La restauration des cartons de Larivière : « Nous avons retrouvé la lisibilité du dessin de l’artiste, sans sacrifier le montage d’origine. »
Arts graphiquesRestauration
Le 19 mai 2025
Trois ans de travail ont été nécessaires pour restaurer les 29 cartons préparatoires de Charles-Philippe Larivière (1798-1876) pour les vitraux de la coupole de la chapelle royale de Dreux. Retour sur un chantier aussi ambitieux que complexe, en compagnie de Marie-Pierre Salé, conservatrice générale au département des Arts graphiques (collections du XIXe siècle), Laurence Caylux, responsable de l’atelier de restauration d'arts graphiques, et Isabelle Drieu la Rochelle, restauratrice du patrimoine.
Qui était Charles-Philippe Larivière ?
M-P S. – Elève de Girodet et de Gros, Grand Prix de Rome en 1824, Larivière est un peintre d’histoire et un portraitiste qui a débuté sa carrière sous la Restauration. Apprécié du roi Louis-Philippe, il a obtenu d’importantes commandes sous la Monarchie de Juillet, parmi lesquelles des cartons de vitraux pour la chapelle de Dreux. Il a terminé sa carrière au début du Second Empire.
Que désigne ce terme de « carton » ?
L.C - Ce terme désigne une catégorie particulière dans le domaine des arts graphiques : un dessin sur feuille de papier, préparatoire pour les grands décors peints, ou pour les arts décoratifs comme les tentures tissées ou les vitraux. Les cartons sont créés en général à l’échelle 1, c’est-à-dire à la dimension de la composition du décor à reproduire ou d’une partie de celle-ci. Les cartons que possède le Louvre dont nous parlons ici, ont servi pour les vitraux de la coupole de la chapelle royale de Dreux.
Maquette réalisée à partir de photographies des vingt-neuf cartons pour reconstituer le projet de Larivière pour le vitrail de la chapelle royale de Dreux
Quel est le programme iconographique ?
M-P S. –Louis-Philippe voulait faire de la chapelle de Dreux un haut lieu d’hommage dynastique et la sépulture des princes et princesses de la famille d’Orléans, il l’a transformée par un ambitieux programme d’agrandissement et de décor. En Juillet 1844, Larivière a reçu une commande pour la verrière de la coupole, sur le thème de la Pentecôte : l’Esprit Saint, sous la forme d’une colombe, descend sur la Vierge et les Apôtres. La coupole, qui représentait un défi technique pour les verriers de la Manufacture Royale de Sèvres, a été très admirée. On peut toujours la voir, car ce lieu magnifique est ouvert à la visite.

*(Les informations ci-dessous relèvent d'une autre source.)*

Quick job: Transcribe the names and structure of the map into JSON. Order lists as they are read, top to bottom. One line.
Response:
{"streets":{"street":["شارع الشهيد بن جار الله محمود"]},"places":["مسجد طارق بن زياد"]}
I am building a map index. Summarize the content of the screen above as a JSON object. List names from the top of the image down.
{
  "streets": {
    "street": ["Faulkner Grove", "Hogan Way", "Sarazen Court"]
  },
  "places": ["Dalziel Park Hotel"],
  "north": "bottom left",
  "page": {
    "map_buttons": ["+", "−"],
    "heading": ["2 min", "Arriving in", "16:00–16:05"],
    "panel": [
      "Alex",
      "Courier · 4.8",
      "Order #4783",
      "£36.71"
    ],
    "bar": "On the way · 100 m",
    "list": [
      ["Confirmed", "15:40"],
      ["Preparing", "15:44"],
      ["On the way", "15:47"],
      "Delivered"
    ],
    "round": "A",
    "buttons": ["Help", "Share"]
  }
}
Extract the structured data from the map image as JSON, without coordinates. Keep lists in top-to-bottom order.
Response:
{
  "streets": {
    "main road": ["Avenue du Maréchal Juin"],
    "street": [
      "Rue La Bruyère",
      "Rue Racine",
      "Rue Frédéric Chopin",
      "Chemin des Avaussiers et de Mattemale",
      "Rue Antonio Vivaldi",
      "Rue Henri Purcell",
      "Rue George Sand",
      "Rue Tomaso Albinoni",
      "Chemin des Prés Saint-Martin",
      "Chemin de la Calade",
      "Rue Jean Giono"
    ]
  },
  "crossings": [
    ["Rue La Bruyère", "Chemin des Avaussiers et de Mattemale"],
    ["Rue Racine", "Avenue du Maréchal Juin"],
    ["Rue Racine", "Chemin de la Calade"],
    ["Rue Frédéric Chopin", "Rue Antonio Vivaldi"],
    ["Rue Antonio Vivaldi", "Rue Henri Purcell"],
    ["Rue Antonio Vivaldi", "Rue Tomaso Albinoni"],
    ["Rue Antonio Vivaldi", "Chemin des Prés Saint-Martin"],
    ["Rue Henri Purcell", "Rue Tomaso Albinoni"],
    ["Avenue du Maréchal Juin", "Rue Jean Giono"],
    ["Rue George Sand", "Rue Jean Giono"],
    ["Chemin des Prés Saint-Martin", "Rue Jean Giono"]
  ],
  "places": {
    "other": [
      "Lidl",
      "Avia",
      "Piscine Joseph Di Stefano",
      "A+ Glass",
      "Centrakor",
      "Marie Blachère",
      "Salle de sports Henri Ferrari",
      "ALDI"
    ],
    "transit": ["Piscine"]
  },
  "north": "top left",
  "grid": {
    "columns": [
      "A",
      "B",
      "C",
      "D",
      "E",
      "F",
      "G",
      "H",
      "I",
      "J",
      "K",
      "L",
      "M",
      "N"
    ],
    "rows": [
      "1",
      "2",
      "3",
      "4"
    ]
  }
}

En 2021, il a été décidé que les cartons de Larivière devaient faire l’objet d’une campagne de restauration. Qu’est-ce qui a motivé cette entreprise ?
M-P S. – C’est un ensemble historiquement important, d’autant plus remarquable qu’il est complet - ce qui n’est pas toujours le cas des ensembles de cartons qui nous sont parvenus. Pourtant ces œuvres n’avaient jamais été restaurées depuis leur entrée dans les collections sous Napoléon III. Leur état de conservation était devenu préoccupant. Il fallait donc impérativement intervenir, pour stopper et réparer les dégradations, et pour leur redonner un état de conservation et de présentation satisfaisants.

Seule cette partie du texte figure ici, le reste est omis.